The price cuts and new bundles serve two of Gateway's goals: to push deeper into the sub-$1,000 territory and to increase revenues from software, services, training and other "beyond-the-box" sources.
"We've seen a lot of growth in the sub-$1,000 space, and I'm not sure we've participated in that growth like we'd like to...This is a concerted effort on our part," said Cliff Holtz, senior vice president of Gateway's consumer division. "Less than 20 to 25 percent of our business is down there."
With the cuts, which take effect tomorrow, Gateway's basic consumer computer will drop $100 to a $799 price tag and come with a free year of Internet service from America Online. The other will drop $200 to its new price of $999.
Gateway will also begin to market software bundles that effectively tailor the computer for a specific interest or demographic group. A "value pack" for Hispanic consumers, for instance, comes with a Spanish version of Windows, applications and tutorials in Spanish, a printer, and links to Univision, a Spanish media conglomerate.
Other packages target first-time buyers, senior citizens, digital photography fans and people interested in recording CDs.

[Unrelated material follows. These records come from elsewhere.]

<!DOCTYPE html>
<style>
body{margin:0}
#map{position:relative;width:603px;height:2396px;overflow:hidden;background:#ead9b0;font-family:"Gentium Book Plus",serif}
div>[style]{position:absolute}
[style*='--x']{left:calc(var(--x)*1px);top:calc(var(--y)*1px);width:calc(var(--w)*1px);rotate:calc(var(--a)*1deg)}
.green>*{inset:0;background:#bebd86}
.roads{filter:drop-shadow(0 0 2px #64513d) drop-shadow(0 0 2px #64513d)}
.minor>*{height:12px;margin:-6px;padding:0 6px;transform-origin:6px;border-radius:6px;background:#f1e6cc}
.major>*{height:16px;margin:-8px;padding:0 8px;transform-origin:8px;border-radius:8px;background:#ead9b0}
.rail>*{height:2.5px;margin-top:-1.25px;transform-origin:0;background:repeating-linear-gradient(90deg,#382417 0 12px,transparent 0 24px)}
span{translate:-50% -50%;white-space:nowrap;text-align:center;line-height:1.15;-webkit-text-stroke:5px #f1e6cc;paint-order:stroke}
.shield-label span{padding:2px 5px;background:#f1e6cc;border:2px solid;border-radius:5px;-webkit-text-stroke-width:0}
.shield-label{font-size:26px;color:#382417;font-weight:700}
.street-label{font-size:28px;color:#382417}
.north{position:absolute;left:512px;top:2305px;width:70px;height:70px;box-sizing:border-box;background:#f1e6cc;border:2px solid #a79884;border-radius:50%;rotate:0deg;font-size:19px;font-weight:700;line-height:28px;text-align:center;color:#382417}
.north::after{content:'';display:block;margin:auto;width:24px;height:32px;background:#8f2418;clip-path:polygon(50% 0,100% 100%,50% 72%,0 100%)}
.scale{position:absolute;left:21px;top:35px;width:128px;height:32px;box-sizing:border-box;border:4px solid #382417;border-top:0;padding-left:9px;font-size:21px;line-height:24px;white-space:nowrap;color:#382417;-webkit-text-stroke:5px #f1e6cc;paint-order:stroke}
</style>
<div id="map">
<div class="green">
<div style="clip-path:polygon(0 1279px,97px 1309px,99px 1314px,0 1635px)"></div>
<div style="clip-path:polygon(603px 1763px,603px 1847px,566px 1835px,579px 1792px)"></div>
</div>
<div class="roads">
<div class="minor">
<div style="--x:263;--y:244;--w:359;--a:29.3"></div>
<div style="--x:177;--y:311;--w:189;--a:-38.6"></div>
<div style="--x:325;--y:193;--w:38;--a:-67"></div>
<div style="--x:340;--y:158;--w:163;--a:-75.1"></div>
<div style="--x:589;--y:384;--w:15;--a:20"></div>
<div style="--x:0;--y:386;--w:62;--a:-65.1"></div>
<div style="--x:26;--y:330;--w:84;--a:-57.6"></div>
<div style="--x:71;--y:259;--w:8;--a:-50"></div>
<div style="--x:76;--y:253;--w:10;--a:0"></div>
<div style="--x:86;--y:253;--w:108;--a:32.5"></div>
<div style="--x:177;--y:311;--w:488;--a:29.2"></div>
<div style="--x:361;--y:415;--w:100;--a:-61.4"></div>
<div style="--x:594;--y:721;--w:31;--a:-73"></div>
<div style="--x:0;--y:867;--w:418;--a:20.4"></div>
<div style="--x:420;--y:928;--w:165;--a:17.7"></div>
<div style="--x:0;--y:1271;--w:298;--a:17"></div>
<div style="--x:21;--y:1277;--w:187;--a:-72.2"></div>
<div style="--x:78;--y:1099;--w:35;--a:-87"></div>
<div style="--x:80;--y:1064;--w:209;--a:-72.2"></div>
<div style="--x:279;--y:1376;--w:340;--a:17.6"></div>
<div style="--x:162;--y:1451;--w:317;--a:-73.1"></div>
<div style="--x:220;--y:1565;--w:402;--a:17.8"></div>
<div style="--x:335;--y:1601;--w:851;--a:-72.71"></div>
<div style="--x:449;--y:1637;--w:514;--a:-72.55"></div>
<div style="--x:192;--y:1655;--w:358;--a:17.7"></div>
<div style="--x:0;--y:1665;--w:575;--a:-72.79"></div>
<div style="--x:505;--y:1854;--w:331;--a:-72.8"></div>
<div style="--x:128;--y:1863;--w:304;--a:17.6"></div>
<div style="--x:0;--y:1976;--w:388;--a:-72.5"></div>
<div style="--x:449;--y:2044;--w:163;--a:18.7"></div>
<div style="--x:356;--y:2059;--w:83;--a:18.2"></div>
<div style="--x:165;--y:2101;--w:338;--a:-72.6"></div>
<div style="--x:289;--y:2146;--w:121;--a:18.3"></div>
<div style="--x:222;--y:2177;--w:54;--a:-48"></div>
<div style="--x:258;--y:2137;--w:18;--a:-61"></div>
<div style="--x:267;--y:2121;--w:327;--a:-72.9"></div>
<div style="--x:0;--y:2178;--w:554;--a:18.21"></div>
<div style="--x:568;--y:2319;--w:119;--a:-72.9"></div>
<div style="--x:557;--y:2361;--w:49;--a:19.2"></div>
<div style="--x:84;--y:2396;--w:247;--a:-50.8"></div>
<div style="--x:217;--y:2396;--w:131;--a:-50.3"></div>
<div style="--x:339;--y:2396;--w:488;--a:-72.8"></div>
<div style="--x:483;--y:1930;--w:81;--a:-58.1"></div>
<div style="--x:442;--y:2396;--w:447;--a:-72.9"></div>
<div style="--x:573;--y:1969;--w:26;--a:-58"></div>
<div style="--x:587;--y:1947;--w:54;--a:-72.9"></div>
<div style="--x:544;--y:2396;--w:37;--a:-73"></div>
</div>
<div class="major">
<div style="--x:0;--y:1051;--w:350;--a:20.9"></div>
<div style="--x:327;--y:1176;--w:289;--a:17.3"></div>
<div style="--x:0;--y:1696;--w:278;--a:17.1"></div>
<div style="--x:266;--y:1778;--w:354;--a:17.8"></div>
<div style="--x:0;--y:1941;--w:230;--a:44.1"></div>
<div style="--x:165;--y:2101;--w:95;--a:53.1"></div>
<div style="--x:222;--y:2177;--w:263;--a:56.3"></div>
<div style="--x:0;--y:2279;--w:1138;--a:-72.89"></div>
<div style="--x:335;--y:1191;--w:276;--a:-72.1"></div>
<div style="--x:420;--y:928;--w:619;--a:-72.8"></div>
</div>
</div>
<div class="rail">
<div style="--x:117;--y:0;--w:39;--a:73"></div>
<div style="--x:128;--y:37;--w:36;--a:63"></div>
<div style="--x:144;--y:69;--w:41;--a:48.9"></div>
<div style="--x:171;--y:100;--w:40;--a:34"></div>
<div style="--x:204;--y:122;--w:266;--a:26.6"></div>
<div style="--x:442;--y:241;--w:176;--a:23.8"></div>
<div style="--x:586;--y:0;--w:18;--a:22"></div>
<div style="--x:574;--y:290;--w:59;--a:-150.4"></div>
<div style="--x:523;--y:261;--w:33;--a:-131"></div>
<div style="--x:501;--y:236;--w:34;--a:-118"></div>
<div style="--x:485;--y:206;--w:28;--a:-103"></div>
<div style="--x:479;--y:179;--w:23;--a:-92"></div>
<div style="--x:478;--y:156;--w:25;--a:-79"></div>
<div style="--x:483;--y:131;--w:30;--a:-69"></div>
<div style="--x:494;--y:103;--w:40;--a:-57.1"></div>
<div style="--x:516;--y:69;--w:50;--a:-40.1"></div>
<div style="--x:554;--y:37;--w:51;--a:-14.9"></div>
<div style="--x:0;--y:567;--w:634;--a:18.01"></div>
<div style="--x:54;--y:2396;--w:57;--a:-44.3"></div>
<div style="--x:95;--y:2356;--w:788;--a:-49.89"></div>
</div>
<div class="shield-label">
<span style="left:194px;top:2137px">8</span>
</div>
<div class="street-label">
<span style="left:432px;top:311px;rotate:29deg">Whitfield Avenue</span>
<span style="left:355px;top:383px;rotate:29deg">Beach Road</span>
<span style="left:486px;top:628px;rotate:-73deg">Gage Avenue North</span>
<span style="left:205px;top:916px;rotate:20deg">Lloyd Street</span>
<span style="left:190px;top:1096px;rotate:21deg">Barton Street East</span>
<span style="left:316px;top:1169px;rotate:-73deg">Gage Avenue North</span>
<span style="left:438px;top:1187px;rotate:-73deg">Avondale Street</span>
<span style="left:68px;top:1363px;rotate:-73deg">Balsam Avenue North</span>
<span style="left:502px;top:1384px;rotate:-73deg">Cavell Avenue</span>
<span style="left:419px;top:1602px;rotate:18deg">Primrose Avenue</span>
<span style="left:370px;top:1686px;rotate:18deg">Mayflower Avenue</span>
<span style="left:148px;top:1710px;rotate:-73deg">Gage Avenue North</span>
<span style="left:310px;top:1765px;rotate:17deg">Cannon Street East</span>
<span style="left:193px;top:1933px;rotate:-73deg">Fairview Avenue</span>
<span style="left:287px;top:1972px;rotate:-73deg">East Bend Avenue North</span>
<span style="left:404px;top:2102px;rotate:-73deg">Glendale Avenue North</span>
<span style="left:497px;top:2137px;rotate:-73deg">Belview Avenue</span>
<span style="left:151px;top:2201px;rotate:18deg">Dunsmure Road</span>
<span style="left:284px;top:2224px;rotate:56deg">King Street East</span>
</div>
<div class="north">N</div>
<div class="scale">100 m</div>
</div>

"You've heard us talk about customized PCs. We're now talking about a customized user experience," Holtz said.
These bundles, of course, ideally will also drive revenue. The bundles run anywhere from $99 to close to $499, although most cost $199 to $299, Holtz said. The bundle for Spanish speakers costs $299. Separately, the items included in that bundle would cost $455.

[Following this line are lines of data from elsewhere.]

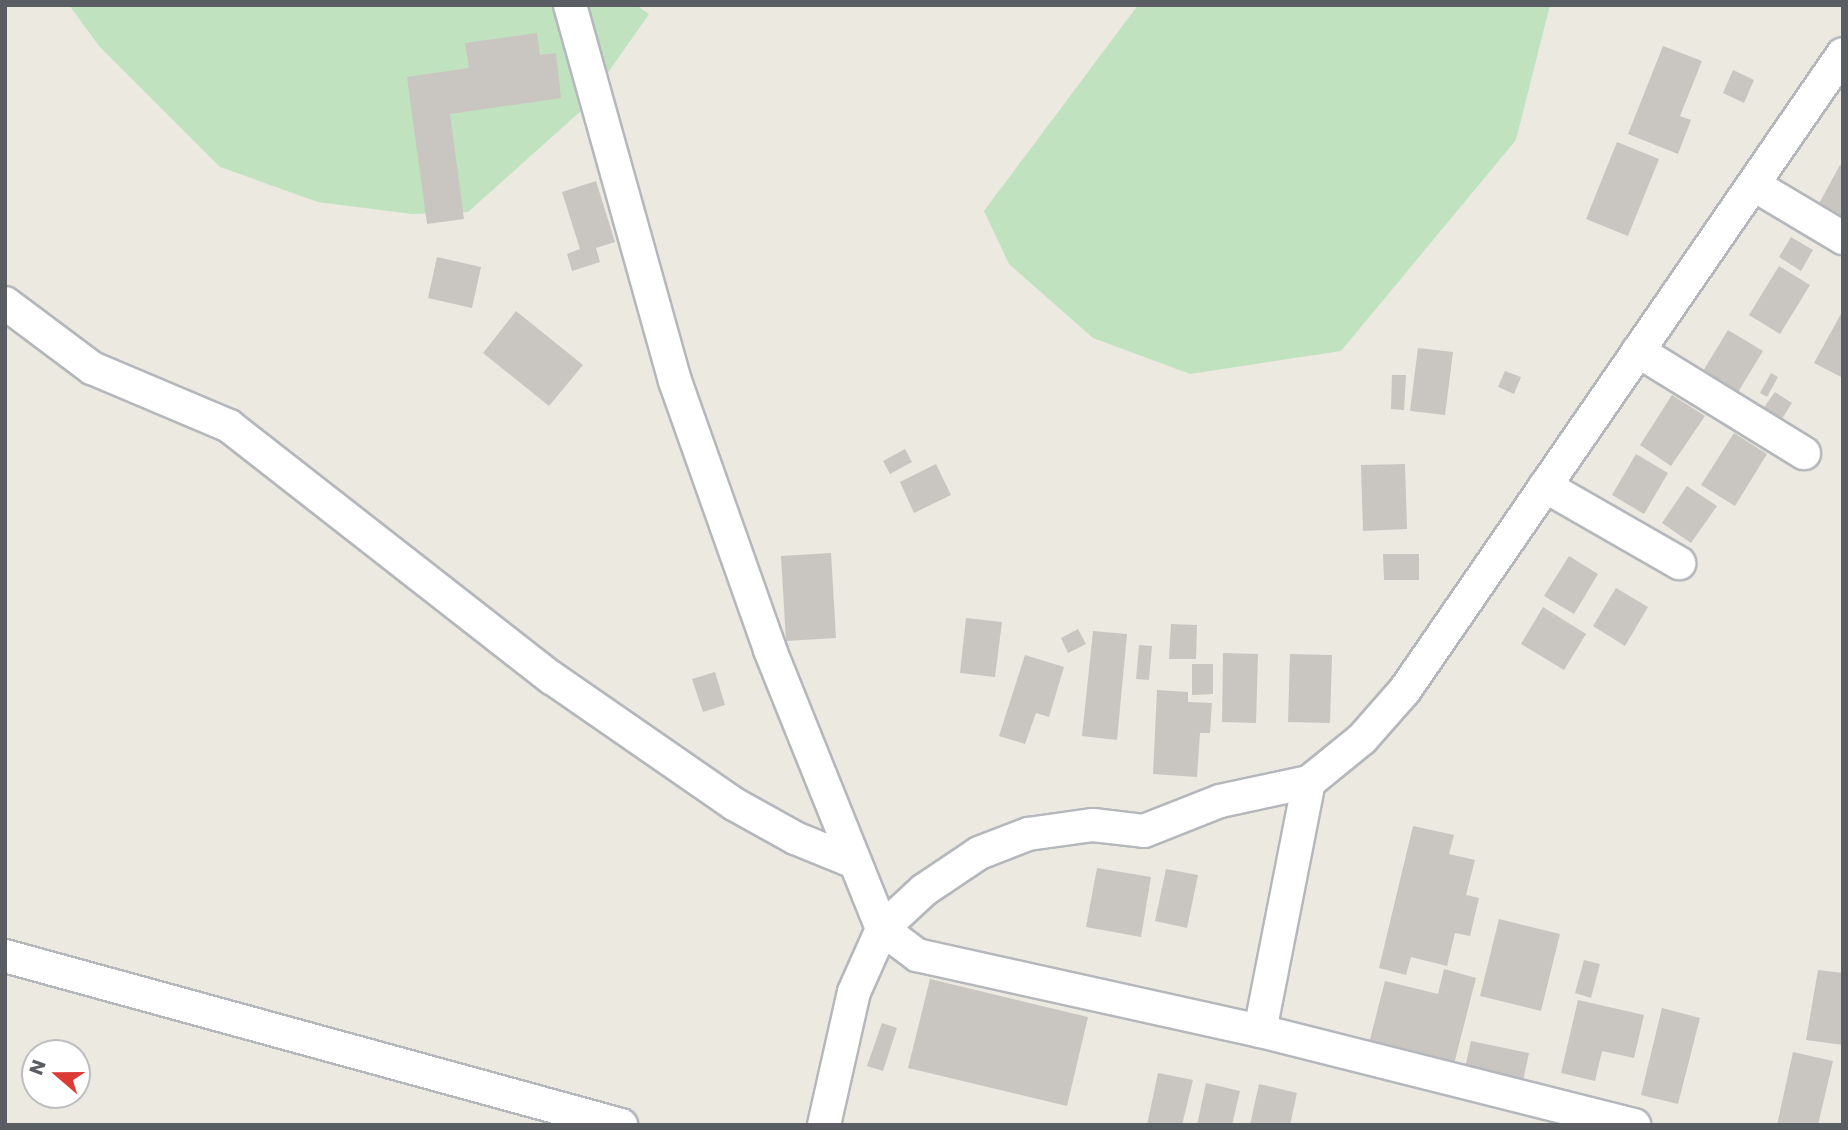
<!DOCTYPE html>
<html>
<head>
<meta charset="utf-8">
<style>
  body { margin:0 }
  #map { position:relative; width:1848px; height:1130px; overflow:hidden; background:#ece9e1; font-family:Poppins,sans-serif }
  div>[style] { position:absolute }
  .green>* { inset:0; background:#c1e2bf }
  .building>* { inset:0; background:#c9c5c0 }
  .roads { filter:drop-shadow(2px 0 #b4b7bb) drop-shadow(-2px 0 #b4b7bb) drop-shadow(0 2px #b4b7bb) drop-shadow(0 -2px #b4b7bb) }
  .minor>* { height:32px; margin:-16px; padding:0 16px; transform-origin:16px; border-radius:16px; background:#fff }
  span { translate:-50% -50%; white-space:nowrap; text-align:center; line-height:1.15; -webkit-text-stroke:5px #fff; paint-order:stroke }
  .frame { position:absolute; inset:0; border:7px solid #5a5d61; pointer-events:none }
  .north { position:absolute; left:21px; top:1039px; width:70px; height:70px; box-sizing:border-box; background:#fff; border:2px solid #bdbec0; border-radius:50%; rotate:290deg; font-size:19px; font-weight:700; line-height:28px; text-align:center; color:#5a5d61 }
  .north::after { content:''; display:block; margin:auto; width:24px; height:32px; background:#dd3a36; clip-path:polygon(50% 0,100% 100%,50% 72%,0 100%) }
</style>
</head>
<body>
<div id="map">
  <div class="green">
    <i style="clip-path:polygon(69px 5px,636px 5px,649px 14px,582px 110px,468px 212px,412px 214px,318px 202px,220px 167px,99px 46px)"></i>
    <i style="clip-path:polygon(1138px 5px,1550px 5px,1516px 140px,1341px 351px,1190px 374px,1093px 338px,1009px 264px,984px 211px)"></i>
  </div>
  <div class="building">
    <i style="clip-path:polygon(537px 33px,540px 55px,556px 53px,561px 98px,450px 114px,464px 219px,427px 224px,407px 77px,469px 68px,465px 43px)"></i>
    <i style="clip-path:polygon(1663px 46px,1702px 61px,1680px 116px,1691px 120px,1678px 154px,1628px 134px)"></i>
    <i style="clip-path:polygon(1733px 70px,1754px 80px,1744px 103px,1723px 93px)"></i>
    <i style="clip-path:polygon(1617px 142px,1659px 159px,1628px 236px,1586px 219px)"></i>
    <i style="clip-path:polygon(1840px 165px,1843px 167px,1843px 223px,1816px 209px)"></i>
    <i style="clip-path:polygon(596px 181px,615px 242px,596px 248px,600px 262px,572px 271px,567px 254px,580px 249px,562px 192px)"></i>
    <i style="clip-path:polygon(1791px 237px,1813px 250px,1801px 271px,1779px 257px)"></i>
    <i style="clip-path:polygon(437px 257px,481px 267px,472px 308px,428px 298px)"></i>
    <i style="clip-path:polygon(1779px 266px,1810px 285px,1780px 334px,1749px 315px)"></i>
    <i style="clip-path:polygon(1843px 310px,1843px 378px,1814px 363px)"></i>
    <i style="clip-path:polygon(516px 311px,583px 365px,549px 406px,483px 353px)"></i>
    <i style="clip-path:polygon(1728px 330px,1763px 351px,1738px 392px,1703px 371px)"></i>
    <i style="clip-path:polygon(1418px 348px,1453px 352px,1445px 415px,1410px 411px)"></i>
    <i style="clip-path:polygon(1505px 371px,1521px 377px,1514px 394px,1498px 387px)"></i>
    <i style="clip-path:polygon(1771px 373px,1778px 377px,1767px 397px,1760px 393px)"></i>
    <i style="clip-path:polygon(1392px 375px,1406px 375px,1404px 410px,1391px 409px)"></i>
    <i style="clip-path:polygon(1775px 392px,1792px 403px,1778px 425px,1760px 413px)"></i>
    <i style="clip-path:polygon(1672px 395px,1705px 416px,1671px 466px,1640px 445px)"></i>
    <i style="clip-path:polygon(1734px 433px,1767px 454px,1735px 506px,1701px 485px)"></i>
    <i style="clip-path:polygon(905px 449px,912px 462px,890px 474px,883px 461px)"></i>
    <i style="clip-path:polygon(1636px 454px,1668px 473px,1644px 514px,1612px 495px)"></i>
    <i style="clip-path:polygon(936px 464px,951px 495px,914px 513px,900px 482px)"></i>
    <i style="clip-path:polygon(1405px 464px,1407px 529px,1363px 531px,1361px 465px)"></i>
    <i style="clip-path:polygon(1687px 486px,1717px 506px,1691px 543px,1662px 523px)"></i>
    <i style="clip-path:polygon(831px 553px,836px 638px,786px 641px,781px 556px)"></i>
    <i style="clip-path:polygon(1383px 554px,1419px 554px,1419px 580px,1384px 580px)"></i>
    <i style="clip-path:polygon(1569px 556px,1598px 574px,1574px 614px,1544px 596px)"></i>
    <i style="clip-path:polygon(1616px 588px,1648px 607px,1625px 646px,1593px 626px)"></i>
    <i style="clip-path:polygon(1543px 607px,1586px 634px,1564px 670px,1521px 644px)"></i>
    <i style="clip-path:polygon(966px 618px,1002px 622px,995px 677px,960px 673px)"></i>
    <i style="clip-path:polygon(1171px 624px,1197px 625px,1196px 659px,1169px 659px)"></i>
    <i style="clip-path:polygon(1078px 629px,1086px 644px,1068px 653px,1061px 638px)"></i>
    <i style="clip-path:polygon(1093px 631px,1127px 634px,1117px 740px,1082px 736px)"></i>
    <i style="clip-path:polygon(1139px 645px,1152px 646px,1149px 680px,1136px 679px)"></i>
    <i style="clip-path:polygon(1223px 653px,1258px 654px,1256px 723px,1222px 722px)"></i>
    <i style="clip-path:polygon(1290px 654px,1332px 655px,1330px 723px,1288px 722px)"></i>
    <i style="clip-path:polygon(1025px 655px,1064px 667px,1049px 717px,1036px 713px,1025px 744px,999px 736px)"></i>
    <i style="clip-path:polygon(1192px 664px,1213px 664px,1213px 694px,1192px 695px)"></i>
    <i style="clip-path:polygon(715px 672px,725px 705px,703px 712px,692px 679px)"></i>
    <i style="clip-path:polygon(1157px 690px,1188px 692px,1188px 702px,1212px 703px,1210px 733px,1200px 733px,1197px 777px,1153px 774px)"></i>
    <i style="clip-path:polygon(1413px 826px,1454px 835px,1449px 854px,1475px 860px,1466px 895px,1479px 898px,1470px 936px,1455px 933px,1447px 966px,1411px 957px,1406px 975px,1379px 968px)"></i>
    <i style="clip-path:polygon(1097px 868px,1151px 877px,1141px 937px,1086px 927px)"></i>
    <i style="clip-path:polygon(1166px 869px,1198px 875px,1187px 928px,1155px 921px)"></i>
    <i style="clip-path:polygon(1499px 919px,1560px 934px,1541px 1011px,1480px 996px)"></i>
    <i style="clip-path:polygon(1584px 960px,1600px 964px,1591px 998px,1575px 993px)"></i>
    <i style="clip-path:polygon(1444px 969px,1476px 978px,1453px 1068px,1368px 1047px,1385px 981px,1438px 994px)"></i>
    <i style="clip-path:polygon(1818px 970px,1843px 973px,1843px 1045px,1806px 1040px)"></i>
    <i style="clip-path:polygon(930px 979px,1088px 1017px,1067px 1106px,908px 1068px)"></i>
    <i style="clip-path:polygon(1578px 1000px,1644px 1015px,1634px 1058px,1602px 1051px,1595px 1081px,1561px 1073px)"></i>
    <i style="clip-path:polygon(1662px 1008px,1700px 1018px,1678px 1104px,1641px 1095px)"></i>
    <i style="clip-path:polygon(882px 1023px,897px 1028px,883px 1071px,867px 1066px)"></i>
    <i style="clip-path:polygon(1471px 1041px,1529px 1053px,1523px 1081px,1465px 1068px)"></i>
    <i style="clip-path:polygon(1793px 1052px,1833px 1061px,1818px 1125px,1777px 1125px)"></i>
    <i style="clip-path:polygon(1158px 1073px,1193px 1080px,1182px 1125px,1147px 1125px)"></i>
    <i style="clip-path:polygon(1206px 1083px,1240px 1091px,1232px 1125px,1197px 1125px)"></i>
    <i style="clip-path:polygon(1259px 1084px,1297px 1093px,1290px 1125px,1250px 1125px)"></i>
  </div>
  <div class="roads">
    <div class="minor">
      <i style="left:570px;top:5px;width:390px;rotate:74.4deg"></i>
      <i style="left:675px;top:381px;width:285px;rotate:70.5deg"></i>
      <i style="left:770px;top:650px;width:301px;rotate:68.1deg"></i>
      <i style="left:882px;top:929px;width:44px;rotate:36.6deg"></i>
      <i style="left:917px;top:955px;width:351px;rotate:12.5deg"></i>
      <i style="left:1260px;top:1031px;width:386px;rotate:14.1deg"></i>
      <i style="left:1754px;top:185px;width:104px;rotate:30.8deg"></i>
      <i style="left:5px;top:303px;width:109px;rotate:36.8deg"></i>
      <i style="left:92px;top:368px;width:149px;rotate:22.9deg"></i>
      <i style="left:229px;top:426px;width:410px;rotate:38deg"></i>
      <i style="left:552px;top:678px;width:221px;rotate:34.7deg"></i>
      <i style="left:734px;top:804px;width:70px;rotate:29.1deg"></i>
      <i style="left:795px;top:838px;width:61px;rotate:22deg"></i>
      <i style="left:1638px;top:351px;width:195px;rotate:31.6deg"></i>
      <i style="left:1545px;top:486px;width:155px;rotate:29.9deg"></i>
      <i style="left:5px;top:956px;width:639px;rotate:15.34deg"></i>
      <i style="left:1260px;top:1031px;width:254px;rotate:-78.9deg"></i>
      <i style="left:824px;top:1125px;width:136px;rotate:-77.3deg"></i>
      <i style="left:854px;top:992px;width:69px;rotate:-66deg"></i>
      <i style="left:882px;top:929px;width:57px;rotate:-42.9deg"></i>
      <i style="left:924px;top:890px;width:66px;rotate:-33.9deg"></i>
      <i style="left:979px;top:853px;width:53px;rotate:-21.2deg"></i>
      <i style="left:1028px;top:834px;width:66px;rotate:-7.9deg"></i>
      <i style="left:1093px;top:825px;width:51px;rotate:6.7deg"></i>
      <i style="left:1144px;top:831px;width:82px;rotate:-21.5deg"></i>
      <i style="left:1220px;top:801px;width:91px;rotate:-12.1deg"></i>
      <i style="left:1309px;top:782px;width:68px;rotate:-39.1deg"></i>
      <i style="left:1362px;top:739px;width:65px;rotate:-48.7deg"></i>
      <i style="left:1405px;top:690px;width:772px;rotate:-55.45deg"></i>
    </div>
  </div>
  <div class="frame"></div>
  <div class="north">N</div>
</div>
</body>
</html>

Beyond-the-box revenue is to Gateway what molded plastic is to Apple Computer. For the past two and a half years, Gateway has been one of the leaders in the industry for devising ways to extract more, and recurring, profit from the sale of PCs.
It was one of the first major manufacturers, for example, to find substantial success in selling Internet access with PCs. More recently, the company expanded both its free and fee-based training clinics.
In the second quarter, non-PC items accounted for 40 percent of the company's income.
With the discounts, Gateway's cheapest Essential PC for consumers will sell for $799, compared with the previous price of $899. The PC comes with a 633-MHz Celeron processor, 64MB of memory, a monitor, a 7.5GB hard drive and a free year of ISP service from AOL. The $899 version came with a 566-MHz Celeron and 32MB of memory. It also had a 15GB hard drive, however.
The company also has lopped the price of the Gateway Essential 733. That PC now comes with a 733-MHz Pentium III, 64MB of memory and a 17-inch monitor. It will sell for $999, compared with the previous price tag of $1,199.